There was another, deeper, sadness to her voice this time. It wasn’t because of her naturally lower octave or that she had cried for half an hour after coming over, it was because she thought of her mother in a different context then she ever has before.
“Do you think you’ll forgive her?”
When the ball stopped being passed and James lowered the stick, Phoebe thought she said something wrong. It wasn’t until nearly being beamed in the fact that she realized James was just thinking about the question.
“I don’t know if I can. When I saw her sitting at that table, it was as if nothing changed. I was coming home from school, dad was cooking, and mom was sitting there laughing at something he said. Normal.” She shrugged again, and Phoebe understood where she was coming from, James hasn’t had a lot of normal since her mom left.

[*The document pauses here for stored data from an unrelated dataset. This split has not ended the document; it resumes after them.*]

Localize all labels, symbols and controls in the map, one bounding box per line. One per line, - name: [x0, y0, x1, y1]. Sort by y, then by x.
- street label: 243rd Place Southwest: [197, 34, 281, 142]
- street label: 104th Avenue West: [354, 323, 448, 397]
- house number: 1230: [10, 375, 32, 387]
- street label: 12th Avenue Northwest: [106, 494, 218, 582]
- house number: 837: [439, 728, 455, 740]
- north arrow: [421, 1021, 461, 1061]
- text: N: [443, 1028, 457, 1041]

“I still hate her,” Phoebe started, she lowered the stick from in front of her and looked at James. The bags under her eyes from crying off all her makeup. The disheveled hair from rolling around on the bed. The old sweatpants that were too small for her, she had left them at the house years ago. This wasn’t her James. “I will always hate her because she did that to you. She rejected you so fully that it threw you into a suicidal rage at the age of twelve up to fourteen. It took you years of ongoing therapy to get over what she did, and she just walks back in as if nothing happened. So, I’m sorry, even if you forgive her, I don’t think I can.”
The backyard filled with tension but as soon as James’ shoulders relaxed, and she looked at Phoebe across from her, she realized why she could forgive her mother one day.

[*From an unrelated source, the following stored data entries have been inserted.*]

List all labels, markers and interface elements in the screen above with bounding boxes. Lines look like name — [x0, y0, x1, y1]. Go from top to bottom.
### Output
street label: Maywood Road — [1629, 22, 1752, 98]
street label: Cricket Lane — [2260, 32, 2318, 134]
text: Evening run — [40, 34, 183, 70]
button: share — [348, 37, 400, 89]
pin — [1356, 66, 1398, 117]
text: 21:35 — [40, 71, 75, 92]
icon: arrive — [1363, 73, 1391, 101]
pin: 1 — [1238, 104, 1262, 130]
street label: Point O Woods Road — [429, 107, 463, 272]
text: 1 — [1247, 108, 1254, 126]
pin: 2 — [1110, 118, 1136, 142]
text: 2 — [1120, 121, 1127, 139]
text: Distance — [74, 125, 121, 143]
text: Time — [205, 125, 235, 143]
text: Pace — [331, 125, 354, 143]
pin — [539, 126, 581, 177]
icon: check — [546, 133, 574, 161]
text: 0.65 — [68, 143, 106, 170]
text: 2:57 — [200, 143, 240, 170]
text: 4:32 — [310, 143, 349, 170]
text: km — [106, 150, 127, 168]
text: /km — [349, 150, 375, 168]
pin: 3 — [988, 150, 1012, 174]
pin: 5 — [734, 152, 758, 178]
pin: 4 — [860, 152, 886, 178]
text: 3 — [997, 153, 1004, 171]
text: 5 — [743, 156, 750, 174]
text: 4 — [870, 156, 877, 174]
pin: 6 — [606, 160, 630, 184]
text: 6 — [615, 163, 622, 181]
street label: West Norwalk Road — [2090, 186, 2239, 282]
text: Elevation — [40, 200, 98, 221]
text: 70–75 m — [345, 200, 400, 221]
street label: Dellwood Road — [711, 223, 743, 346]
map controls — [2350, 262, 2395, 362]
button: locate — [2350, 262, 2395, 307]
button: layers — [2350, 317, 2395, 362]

“I think I could forgive her, a long time from now because you will always protect me. You will hate her for the rest of your life which will help me move on.” James tossed the ball back just after the sliding back door was opened.
“James, your father is here, he wants to talk.”
“Is he alone?” Phoebe spoke up first.
Her mom didn’t say anything, which gave them all the answers they needed. With matching sighs, they tossed the sticks to the side and walked into the kitchen, hand in hand, behind Phoebe’s mom.